ACTIVITY: Copy, exactly and without additions, every line in the records below from the one holding "for (let i = 2;" through the one holding "context.font = font", both ends included.

GIVEN RECORDS:
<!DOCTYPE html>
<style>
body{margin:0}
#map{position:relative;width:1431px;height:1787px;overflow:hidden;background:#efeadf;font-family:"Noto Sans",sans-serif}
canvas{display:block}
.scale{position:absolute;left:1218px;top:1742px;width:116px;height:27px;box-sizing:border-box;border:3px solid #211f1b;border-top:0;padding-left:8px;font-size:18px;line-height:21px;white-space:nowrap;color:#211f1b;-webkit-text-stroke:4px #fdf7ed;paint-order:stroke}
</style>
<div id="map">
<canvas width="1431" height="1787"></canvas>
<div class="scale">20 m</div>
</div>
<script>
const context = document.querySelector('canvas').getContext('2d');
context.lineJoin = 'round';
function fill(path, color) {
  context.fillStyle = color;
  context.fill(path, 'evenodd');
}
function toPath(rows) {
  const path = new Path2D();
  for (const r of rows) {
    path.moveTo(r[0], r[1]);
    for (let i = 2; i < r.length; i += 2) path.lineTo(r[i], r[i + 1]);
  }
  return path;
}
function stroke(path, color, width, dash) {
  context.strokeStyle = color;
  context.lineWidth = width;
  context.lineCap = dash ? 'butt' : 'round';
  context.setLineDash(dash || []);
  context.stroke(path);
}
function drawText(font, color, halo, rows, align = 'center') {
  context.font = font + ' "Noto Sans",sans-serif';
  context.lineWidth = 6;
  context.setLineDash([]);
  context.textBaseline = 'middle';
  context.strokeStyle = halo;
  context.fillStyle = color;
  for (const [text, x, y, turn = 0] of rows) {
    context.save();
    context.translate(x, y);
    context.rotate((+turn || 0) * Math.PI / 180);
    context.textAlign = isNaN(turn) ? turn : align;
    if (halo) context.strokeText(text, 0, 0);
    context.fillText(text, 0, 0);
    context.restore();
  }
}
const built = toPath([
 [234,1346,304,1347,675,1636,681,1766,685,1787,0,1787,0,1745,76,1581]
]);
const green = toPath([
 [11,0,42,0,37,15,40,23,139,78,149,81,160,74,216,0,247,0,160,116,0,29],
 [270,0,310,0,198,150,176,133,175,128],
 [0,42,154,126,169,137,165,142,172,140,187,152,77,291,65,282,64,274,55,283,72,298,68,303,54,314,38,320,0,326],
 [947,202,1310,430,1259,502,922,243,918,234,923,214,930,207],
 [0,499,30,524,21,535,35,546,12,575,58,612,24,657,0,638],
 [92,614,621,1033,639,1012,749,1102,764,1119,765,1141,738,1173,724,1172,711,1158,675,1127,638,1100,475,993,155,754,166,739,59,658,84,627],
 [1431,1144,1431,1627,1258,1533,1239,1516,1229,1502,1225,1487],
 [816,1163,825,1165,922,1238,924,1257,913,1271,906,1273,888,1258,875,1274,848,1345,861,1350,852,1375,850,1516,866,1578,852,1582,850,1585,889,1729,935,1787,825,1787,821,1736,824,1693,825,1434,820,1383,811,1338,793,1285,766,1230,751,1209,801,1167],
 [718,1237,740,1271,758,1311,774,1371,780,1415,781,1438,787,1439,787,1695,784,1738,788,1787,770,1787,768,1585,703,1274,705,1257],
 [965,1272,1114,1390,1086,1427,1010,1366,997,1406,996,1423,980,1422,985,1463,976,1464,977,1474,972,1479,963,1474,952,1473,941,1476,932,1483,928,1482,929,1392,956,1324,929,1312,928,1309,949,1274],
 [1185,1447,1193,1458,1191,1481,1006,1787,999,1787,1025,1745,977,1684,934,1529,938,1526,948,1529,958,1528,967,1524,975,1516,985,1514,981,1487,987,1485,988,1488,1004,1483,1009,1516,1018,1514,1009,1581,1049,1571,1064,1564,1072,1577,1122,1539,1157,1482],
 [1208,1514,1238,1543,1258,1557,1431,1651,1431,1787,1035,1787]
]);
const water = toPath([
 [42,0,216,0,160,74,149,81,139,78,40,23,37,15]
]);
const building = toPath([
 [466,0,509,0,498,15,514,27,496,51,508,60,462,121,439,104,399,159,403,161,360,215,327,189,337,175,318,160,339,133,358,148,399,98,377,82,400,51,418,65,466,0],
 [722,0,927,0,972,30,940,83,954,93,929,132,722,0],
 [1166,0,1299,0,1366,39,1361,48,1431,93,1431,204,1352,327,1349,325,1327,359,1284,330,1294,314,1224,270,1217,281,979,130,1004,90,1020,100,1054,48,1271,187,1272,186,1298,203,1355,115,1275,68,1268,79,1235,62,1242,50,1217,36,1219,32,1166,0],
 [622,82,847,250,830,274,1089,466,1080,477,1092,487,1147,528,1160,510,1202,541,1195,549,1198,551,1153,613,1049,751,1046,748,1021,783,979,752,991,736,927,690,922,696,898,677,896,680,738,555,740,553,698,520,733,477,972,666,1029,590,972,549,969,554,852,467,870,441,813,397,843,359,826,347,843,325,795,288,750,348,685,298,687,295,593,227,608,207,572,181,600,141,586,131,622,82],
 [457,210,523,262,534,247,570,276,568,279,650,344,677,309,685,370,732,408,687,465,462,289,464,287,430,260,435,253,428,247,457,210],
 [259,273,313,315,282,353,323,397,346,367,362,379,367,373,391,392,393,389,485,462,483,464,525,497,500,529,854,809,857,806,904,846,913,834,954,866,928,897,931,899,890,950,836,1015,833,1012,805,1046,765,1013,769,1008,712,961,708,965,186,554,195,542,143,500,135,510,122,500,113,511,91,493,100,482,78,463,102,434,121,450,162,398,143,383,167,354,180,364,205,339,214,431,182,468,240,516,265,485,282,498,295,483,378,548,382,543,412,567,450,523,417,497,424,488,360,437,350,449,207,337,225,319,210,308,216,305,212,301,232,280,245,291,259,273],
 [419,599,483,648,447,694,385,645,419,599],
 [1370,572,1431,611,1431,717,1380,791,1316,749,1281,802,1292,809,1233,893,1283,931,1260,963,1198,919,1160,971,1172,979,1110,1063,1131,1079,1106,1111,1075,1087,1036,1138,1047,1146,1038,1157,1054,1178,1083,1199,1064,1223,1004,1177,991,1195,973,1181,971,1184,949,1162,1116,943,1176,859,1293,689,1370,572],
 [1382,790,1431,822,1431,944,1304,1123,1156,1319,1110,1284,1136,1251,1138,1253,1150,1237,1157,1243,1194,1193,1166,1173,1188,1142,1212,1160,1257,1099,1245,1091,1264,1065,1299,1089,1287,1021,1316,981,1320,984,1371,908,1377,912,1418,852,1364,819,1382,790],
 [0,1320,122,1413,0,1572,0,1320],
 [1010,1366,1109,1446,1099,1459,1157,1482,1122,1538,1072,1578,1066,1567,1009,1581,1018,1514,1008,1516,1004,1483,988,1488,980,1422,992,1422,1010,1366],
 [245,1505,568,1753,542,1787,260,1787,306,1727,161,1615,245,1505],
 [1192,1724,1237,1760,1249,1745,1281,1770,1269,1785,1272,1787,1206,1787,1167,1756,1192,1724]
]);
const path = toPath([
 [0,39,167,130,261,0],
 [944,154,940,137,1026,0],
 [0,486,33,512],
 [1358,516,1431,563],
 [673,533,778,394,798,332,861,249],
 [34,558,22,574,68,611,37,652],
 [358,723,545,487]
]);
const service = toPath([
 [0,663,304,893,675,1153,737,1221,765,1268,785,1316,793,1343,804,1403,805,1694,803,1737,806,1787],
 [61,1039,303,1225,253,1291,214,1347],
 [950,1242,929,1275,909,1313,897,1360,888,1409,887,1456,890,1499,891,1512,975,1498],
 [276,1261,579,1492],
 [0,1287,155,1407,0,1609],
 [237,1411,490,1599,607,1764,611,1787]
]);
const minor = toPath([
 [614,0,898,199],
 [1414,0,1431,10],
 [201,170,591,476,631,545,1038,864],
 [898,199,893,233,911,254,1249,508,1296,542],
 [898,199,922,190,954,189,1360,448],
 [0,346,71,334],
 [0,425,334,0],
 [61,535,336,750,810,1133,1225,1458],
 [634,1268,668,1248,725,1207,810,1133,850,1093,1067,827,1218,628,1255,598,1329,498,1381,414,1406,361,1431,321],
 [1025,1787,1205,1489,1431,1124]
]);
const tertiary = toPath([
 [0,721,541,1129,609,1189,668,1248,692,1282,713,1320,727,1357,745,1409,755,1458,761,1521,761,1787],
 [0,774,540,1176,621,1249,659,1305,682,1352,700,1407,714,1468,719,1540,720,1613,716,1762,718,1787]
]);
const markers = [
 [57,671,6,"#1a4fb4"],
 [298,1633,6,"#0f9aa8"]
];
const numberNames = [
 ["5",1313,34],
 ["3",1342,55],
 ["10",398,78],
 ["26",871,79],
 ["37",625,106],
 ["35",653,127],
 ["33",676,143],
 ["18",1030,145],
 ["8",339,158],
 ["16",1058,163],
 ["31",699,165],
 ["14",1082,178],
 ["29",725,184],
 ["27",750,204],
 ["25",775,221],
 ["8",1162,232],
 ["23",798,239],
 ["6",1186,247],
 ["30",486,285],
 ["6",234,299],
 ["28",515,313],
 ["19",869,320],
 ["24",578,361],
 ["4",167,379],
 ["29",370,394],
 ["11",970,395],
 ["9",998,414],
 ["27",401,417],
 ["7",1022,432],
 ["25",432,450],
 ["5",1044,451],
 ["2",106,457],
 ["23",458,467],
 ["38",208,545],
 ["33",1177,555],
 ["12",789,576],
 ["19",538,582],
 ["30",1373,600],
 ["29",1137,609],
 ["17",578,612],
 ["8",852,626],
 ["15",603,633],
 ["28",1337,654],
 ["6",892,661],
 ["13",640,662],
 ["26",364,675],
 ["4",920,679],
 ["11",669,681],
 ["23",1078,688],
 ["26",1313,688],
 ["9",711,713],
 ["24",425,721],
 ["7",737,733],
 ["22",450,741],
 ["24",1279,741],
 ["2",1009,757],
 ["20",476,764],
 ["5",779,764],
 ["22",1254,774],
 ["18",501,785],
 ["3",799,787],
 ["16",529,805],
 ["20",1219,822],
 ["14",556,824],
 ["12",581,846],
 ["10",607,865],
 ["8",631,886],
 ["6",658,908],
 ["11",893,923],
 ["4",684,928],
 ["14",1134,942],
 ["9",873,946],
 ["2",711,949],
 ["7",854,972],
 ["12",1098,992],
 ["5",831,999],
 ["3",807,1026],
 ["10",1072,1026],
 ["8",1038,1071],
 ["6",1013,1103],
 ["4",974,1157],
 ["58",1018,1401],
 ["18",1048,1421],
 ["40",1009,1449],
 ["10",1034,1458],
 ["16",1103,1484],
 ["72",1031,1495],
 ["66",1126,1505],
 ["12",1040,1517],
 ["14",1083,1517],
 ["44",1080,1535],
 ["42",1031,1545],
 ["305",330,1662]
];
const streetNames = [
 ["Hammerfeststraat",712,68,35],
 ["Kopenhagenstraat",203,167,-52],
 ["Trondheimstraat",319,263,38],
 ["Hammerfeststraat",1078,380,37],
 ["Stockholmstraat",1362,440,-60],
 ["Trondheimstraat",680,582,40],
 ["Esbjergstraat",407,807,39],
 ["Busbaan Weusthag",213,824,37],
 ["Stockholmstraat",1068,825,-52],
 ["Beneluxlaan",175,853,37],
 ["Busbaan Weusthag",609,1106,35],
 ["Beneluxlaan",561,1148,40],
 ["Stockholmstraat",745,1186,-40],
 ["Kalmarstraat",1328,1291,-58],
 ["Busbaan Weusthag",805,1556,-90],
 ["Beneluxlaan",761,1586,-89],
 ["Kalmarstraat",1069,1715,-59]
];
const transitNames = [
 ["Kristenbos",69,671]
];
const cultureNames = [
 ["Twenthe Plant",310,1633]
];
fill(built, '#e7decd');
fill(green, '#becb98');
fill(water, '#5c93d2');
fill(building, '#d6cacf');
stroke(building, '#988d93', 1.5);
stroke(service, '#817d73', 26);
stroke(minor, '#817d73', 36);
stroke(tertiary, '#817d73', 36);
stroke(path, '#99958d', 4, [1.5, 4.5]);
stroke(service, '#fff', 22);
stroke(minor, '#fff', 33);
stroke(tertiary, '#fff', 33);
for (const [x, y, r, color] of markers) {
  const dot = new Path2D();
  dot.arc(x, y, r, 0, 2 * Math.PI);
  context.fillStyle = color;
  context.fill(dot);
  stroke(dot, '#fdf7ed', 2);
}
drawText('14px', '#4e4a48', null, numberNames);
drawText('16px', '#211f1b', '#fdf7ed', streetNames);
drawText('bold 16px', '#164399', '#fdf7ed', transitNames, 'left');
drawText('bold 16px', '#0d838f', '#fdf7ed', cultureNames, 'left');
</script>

TASK SOLUTION:
    for (let i = 2; i < r.length; i += 2) path.lineTo(r[i], r[i + 1]);
  }
  return path;
}
function stroke(path, color, width, dash) {
  context.strokeStyle = color;
  context.lineWidth = width;
  context.lineCap = dash ? 'butt' : 'round';
  context.setLineDash(dash || []);
  context.stroke(path);
}
function drawText(font, color, halo, rows, align = 'center') {
  context.font = font + ' "Noto Sans",sans-serif';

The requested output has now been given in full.